Our heat pump efficiency revisited

This post shares the results of direct efficiency metering of the heat pumps in our family home over the past heating season and reconciles those results to the results of a different methodology reported last year. The practical takeaways are:

  • The poor performance results we got last year were entirely due to refrigerant leaks. With leaks fixed, the final results of efficiency measurement are pretty good for both of our pumps — efficiency at the rated level at an outdoor temperature of 47F and only 15 or 20% below the rated level at 17F.
  • Consumer tip: Heat pump owners should periodically check the heat coming from their heat pumps — reduced supply air temperature can indicate a refrigerant leak. Just use a reasonable quality thermometer in the warm air stream coming off the inside air handler. Discuss expectations for the hot air temperature with your heat pump installer and/or benchmark the pump when it is new or freshly maintained. In our case, when the pump is heating, the air coming off the air handler should be at least 100F and preferably over 110F. Alternatively, but not recommended, one can just touch the refrigerant pipes: If the refrigerant pipes feeding the heat pump are accessible to the touch, the one going into the pump should feel quite hot — not like a stove top, but like a bath that is too hot.
  • Refrigerant gas leaks from heat pumps degrade both efficiency and capacity as well as being harmful to the environment. We need to pay more attention to this problem from a public policy perspective. This will remain a continuing focus for me.


Last year, I published a disappointing estimate of the efficiency of our installed heat pumps. I subsequently concluded that I didn’t know the true efficiency because refrigerant leaks had driven down the performance through much of the winter (not just in the last few weeks as I initially believed).

Last year we had estimated heating load based on natural gas use in prior winters adjusted by regression analysis to reflect variations in winter temperature. Last year’s efficiency estimates were based on dividing (a) estimated heating load by (b) currently measured power use by our heat pumps. In addition to the distortions from leaks, it became evident that the relative load of the upstairs and downstairs apartments had shifted over time, distorting comparisons of historical heating load for the two units.

This year, I started the season by working with our installer to insure that leaks found in both heat pumps were finally fixed. One pump turned out to have a leak due to a hairline crack in a connection fitting bolt. The other apparently had a leak in the pipes within the air handler. Also, I consulted several experts and installed direct heat production metering on our heat pumps. This involves real-time logging of the temperature of the air going into and out of the indoor heat pump circulating fans and careful estimation of the air flow rate through those fans. I’ve documented this year’s measurement approach exhaustively here.

Basic Performance findings

The chart below shows the performance curves of both the upstairs and downstairs pumps at different temperatures based on direct real-time measurement. Each dot represents a heating activation of the pump. We run our heat pumps using an evening temperature set back. Most of the activations occurred during the morning hours after the end of the set back. The average length of measured activations was 235 minutes upstairs and 102 minutes downstairs. (Much of the difference in length of activation was due to a period when the upstairs pump had leaked and was running longer as a result.)

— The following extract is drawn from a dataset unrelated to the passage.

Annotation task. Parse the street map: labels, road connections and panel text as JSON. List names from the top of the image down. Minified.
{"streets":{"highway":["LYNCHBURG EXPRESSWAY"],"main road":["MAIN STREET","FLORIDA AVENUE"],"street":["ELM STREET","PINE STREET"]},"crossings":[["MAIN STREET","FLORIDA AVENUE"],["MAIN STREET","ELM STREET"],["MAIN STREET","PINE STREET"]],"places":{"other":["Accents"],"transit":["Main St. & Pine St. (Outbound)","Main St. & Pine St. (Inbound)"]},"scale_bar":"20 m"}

The placement of the activation dot on the x-axis reflects the average outdoor temperature during that activation. The placement on the y-axis represents the ratio of heat produced during the activation to electric power used by the fan and the compressor during the activation — the coefficient of performance during that activation.

Coefficient of performance vs. outside temperature — November 7, 2023 through March 14, 2024 (93* measured activations for upstairs pump; 193* measured activations for downstairs pump)

*Note that the difference in activation count (93 upstairs vs 193 downstairs) does not reflect an operation difference, rather, data availability: We lost six weeks of data for the upstairs pump due to a sensor placement issue following a heat pump repair.

There does not appear to be much overall performance difference between the upstairs and downstairs pumps, which are identical although the upstairs pump serves a larger unit. The results shown in the graph above, taken collectively for both pumps, are close to the rated performance of the heat pumps we installed — spot on at the higher end of the temperature range, 15 or 20% below for the lower end.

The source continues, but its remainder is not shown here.